Your objective: From the entries below, copy every line holding the word "Windsor".

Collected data
☆ ☆ ☆

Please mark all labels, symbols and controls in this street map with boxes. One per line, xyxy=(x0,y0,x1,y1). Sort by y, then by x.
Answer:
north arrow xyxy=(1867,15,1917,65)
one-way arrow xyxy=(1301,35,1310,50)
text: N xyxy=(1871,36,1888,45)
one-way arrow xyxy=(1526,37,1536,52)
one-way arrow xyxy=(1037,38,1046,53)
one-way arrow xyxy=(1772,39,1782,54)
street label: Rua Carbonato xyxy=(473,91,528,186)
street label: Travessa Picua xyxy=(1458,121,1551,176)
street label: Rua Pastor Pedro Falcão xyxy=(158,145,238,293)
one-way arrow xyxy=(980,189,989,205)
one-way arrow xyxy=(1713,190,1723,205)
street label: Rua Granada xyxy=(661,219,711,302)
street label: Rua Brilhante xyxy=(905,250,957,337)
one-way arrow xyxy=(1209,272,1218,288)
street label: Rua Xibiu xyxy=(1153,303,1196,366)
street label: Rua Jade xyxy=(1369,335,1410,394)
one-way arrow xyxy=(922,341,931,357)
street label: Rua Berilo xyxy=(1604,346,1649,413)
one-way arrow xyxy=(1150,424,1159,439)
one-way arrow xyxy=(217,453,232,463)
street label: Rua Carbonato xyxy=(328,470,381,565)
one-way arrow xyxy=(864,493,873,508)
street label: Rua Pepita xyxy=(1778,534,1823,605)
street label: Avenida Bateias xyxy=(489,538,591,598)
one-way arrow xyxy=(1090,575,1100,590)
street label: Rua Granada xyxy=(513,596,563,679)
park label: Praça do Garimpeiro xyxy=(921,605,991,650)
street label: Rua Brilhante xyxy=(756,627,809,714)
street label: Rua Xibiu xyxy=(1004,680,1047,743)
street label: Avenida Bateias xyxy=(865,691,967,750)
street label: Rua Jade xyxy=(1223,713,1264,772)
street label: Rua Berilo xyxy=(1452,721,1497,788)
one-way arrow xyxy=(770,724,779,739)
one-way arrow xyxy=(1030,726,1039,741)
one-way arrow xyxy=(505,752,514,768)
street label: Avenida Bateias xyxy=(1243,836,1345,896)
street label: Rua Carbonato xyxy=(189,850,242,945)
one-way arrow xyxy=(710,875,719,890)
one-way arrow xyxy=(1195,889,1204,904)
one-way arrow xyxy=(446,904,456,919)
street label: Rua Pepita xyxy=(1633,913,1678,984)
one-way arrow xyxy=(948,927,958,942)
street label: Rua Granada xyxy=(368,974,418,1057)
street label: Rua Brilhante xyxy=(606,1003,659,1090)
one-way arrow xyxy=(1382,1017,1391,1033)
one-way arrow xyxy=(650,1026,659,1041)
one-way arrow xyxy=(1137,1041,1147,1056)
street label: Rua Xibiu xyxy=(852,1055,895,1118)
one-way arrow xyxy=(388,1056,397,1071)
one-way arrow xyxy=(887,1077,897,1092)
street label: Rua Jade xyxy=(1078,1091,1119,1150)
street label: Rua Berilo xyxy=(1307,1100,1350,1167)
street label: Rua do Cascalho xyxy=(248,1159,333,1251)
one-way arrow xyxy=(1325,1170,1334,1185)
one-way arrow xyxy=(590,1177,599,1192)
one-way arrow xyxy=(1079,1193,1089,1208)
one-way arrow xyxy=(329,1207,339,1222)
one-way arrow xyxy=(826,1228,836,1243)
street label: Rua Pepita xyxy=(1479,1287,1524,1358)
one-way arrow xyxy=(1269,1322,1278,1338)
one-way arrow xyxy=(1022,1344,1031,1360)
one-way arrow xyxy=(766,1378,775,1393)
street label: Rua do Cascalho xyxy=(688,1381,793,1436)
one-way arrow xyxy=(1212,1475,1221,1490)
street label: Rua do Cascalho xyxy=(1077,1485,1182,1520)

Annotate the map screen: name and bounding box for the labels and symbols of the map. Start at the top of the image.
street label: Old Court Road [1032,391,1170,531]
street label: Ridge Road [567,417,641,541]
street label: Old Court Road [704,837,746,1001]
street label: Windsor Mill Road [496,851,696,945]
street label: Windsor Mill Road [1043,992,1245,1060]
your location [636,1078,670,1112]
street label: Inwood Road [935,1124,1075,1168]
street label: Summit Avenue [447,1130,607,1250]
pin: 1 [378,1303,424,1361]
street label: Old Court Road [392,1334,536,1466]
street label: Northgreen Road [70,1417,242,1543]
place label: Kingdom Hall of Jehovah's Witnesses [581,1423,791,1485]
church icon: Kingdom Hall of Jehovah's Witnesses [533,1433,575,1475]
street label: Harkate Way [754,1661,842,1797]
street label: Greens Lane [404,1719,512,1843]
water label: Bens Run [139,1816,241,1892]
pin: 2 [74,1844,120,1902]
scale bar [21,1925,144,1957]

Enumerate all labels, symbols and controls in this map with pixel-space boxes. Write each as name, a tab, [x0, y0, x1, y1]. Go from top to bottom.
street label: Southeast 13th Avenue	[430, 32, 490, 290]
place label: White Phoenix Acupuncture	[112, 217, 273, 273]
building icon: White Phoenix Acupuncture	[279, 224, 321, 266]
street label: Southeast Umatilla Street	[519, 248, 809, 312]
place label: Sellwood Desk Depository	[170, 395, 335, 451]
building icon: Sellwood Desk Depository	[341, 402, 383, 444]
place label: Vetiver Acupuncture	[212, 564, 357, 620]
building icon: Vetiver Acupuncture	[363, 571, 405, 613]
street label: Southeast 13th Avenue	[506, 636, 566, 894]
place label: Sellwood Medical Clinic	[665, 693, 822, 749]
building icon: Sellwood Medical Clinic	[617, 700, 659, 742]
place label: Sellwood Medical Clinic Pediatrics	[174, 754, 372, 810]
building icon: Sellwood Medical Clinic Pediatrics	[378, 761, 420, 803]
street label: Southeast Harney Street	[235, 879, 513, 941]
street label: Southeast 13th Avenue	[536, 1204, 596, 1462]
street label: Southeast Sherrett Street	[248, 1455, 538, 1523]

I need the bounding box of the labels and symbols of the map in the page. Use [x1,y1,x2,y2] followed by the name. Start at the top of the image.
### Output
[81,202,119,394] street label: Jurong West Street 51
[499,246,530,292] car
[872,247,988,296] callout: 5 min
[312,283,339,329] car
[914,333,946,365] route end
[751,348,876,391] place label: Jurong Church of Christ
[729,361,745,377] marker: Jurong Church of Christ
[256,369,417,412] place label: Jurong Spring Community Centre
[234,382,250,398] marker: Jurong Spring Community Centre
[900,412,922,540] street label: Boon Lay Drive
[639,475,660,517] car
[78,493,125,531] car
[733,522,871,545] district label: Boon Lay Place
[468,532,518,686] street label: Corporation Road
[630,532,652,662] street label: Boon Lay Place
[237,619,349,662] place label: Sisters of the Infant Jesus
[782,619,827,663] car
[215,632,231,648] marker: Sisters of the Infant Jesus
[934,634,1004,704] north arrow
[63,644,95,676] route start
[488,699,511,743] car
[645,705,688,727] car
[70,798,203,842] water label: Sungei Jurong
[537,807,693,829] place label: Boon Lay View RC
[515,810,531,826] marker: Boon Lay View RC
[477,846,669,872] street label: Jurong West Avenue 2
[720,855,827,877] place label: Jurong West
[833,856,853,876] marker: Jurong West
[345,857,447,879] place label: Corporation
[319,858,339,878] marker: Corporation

☆ ☆ ☆

Solution below:
street label: Windsor Mill Road [496,851,696,945]
street label: Windsor Mill Road [1043,992,1245,1060]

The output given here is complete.